目の前に広がる芝生の海に、入場口から出てきた習玄は躍り出た。
つい最近まで、少なくとも社と報酬をもらった日までは、放課後すぐなら夕陽を残していた記憶がある。
が、今となってはすっかり夜の色が強くなっていた。ナイトゲーム用のライトが四方を囲む。
熱狂する観客の声がないから、一帯は不気味なほど静まり返っていた。
都心部のこのサッカー場は、プロの試合にも用いられるほどの大規模なスタジアムだ。群青色の空の中、緑を敷き詰めた地面に足を鳴らすように、強く踏み込む。
時州瑠衣がオーナーを務めるこの場所が、広大なフィールドが、桂騎習玄と新田前が果たし合いを務める戦場だった。
プロの戦いの舞台に形だけとは言え足を踏み入れることは、その道を志す男の子たちにとっては一つの夢だろう。

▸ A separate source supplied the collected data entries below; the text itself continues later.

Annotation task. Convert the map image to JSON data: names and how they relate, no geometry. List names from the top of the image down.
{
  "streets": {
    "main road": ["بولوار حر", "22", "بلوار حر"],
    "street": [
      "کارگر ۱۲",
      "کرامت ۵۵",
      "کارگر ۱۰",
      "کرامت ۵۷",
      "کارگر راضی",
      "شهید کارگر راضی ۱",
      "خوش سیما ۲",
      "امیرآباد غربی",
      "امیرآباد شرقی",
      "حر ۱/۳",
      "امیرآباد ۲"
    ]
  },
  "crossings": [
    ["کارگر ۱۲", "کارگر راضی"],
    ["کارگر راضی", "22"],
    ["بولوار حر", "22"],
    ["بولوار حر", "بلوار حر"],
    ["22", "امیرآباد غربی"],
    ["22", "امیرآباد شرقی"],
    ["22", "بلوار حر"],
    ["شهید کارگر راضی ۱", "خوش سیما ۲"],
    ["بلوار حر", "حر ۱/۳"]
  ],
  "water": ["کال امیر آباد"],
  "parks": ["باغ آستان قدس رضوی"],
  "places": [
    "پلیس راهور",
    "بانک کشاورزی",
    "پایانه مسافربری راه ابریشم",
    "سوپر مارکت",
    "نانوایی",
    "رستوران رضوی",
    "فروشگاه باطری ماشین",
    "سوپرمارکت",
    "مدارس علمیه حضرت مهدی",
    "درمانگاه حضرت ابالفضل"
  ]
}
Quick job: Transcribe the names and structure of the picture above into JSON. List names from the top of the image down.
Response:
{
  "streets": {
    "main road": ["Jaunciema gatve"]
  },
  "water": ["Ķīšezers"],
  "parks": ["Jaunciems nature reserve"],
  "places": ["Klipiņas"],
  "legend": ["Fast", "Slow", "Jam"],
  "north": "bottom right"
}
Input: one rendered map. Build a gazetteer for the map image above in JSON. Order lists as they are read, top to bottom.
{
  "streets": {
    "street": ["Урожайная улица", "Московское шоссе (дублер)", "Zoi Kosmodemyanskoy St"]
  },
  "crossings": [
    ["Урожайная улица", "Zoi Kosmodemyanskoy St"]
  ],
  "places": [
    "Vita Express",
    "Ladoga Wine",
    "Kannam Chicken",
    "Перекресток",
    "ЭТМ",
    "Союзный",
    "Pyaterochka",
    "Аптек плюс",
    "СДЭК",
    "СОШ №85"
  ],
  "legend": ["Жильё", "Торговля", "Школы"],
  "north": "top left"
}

また、そんな舞台を独占して駆けずり回ることは、贅沢にもほどがある。
「恐るべし、時州一族」
という思いを、習玄は噛み締め、一歩を踏み締める。
「んふふ、感謝したまえよ。わたしの口添えがなければ、君らなんぞはサッカーボール役でしか入れない場所だったんだからな」
……という余計な茶々さえなければ、素直に畏敬に値するのだが。
準備運動は要らなかった。というよりもその前に、反対側からゼンが現れた。まっすぐに注がれる殺気は、習玄を臨戦態勢にさせた。
が、何か妙だな。
と習玄は思う。
近づいてくる美少年が敵意を向けてくるのは、今に始まったことでもない。
だが、今晩の彼がまとう気配は、いつにも増して鋭く、暗く、淀んでいる。
その重苦しい空気が、華奢な体躯に似合わず、どっしりとした肚を据えさせたようにも思える。
――何があった、新田前。どう出る、新田前。
困惑、疑念、昂り、期待。
それら情動をとりあえずは、笑顔と理性で覆い包む。
一礼すると、新田は目を丸くして面食らったようになって、ほんの少し素の表情を見せた。
「よく来てくれました」
「お前を排除する絶好のチャンスだからな」
軽口を叩くゼンの口端には、皮肉な笑みが浮かんでいる。
だがそうして笑う自分と、笑み返す相手に気がついたのか。すぐにはっと唇を結んだ。
まるで、冗談を言い合って笑い合うことが、罪悪だと教えられたかのように。
「あー、ではルールの説明を。良いかねご両人」
やや棒読み気味の調子で、両者の足下に降り立った瑠衣は言った。
「ルールは簡単。『ルーク・ドライバー』とそれぞれの『駒』を用いた実戦形式の模擬戦。で、致命傷と思われる一撃を与えられる、もしくは戦闘不能、戦意喪失と見なされればそっちの負けだ」
このウサギの人形は、あまり興が乗っていない様子だった。本当にどうでも良さそうに言ってくれる。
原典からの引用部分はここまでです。